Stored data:
BEGIN
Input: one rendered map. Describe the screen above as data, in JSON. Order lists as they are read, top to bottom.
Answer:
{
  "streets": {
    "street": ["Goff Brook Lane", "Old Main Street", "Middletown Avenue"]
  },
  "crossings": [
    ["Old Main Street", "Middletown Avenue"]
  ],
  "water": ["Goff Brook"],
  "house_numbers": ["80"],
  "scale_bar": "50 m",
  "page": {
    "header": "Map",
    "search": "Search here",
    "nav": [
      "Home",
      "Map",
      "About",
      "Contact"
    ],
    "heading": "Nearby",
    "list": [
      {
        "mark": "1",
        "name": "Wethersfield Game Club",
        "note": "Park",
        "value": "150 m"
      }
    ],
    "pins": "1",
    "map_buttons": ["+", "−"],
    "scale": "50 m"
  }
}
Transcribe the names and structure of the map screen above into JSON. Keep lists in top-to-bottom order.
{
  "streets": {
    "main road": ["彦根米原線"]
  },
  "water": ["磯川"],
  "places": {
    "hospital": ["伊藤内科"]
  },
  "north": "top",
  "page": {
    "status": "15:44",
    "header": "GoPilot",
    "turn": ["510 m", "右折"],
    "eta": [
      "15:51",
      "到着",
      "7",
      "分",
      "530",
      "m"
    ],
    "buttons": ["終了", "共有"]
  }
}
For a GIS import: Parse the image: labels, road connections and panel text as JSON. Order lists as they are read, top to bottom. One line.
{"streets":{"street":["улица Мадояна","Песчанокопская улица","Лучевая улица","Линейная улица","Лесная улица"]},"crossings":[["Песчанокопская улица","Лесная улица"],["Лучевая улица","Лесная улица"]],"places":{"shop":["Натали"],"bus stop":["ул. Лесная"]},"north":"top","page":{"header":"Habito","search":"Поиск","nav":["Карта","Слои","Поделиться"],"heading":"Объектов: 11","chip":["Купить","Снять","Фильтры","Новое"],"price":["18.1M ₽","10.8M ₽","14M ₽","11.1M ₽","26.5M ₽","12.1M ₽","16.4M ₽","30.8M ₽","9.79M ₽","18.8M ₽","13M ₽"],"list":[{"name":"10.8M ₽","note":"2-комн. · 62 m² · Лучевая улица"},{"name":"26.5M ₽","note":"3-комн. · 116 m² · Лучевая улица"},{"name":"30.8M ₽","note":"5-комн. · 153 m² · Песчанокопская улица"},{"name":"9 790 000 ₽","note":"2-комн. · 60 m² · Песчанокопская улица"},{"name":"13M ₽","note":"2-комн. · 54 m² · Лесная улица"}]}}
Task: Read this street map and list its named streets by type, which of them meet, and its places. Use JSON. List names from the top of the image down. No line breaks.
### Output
END
> Work required
The records above are to be duplicated in full and exactly.

> Solved exercise
Input: one rendered map. Describe the screen above as data, in JSON. Order lists as they are read, top to bottom.
Answer:
{
  "streets": {
    "street": ["Goff Brook Lane", "Old Main Street", "Middletown Avenue"]
  },
  "crossings": [
    ["Old Main Street", "Middletown Avenue"]
  ],
  "water": ["Goff Brook"],
  "house_numbers": ["80"],
  "scale_bar": "50 m",
  "page": {
    "header": "Map",
    "search": "Search here",
    "nav": [
      "Home",
      "Map",
      "About",
      "Contact"
    ],
    "heading": "Nearby",
    "list": [
      {
        "mark": "1",
        "name": "Wethersfield Game Club",
        "note": "Park",
        "value": "150 m"
      }
    ],
    "pins": "1",
    "map_buttons": ["+", "−"],
    "scale": "50 m"
  }
}
Transcribe the names and structure of the map screen above into JSON. Keep lists in top-to-bottom order.
{
  "streets": {
    "main road": ["彦根米原線"]
  },
  "water": ["磯川"],
  "places": {
    "hospital": ["伊藤内科"]
  },
  "north": "top",
  "page": {
    "status": "15:44",
    "header": "GoPilot",
    "turn": ["510 m", "右折"],
    "eta": [
      "15:51",
      "到着",
      "7",
      "分",
      "530",
      "m"
    ],
    "buttons": ["終了", "共有"]
  }
}
For a GIS import: Parse the image: labels, road connections and panel text as JSON. Order lists as they are read, top to bottom. One line.
{"streets":{"street":["улица Мадояна","Песчанокопская улица","Лучевая улица","Линейная улица","Лесная улица"]},"crossings":[["Песчанокопская улица","Лесная улица"],["Лучевая улица","Лесная улица"]],"places":{"shop":["Натали"],"bus stop":["ул. Лесная"]},"north":"top","page":{"header":"Habito","search":"Поиск","nav":["Карта","Слои","Поделиться"],"heading":"Объектов: 11","chip":["Купить","Снять","Фильтры","Новое"],"price":["18.1M ₽","10.8M ₽","14M ₽","11.1M ₽","26.5M ₽","12.1M ₽","16.4M ₽","30.8M ₽","9.79M ₽","18.8M ₽","13M ₽"],"list":[{"name":"10.8M ₽","note":"2-комн. · 62 m² · Лучевая улица"},{"name":"26.5M ₽","note":"3-комн. · 116 m² · Лучевая улица"},{"name":"30.8M ₽","note":"5-комн. · 153 m² · Песчанокопская улица"},{"name":"9 790 000 ₽","note":"2-комн. · 60 m² · Песчанокопская улица"},{"name":"13M ₽","note":"2-комн. · 54 m² · Лесная улица"}]}}
Task: Read this street map and list its named streets by type, which of them meet, and its places. Use JSON. List names from the top of the image down. No line breaks.
### Output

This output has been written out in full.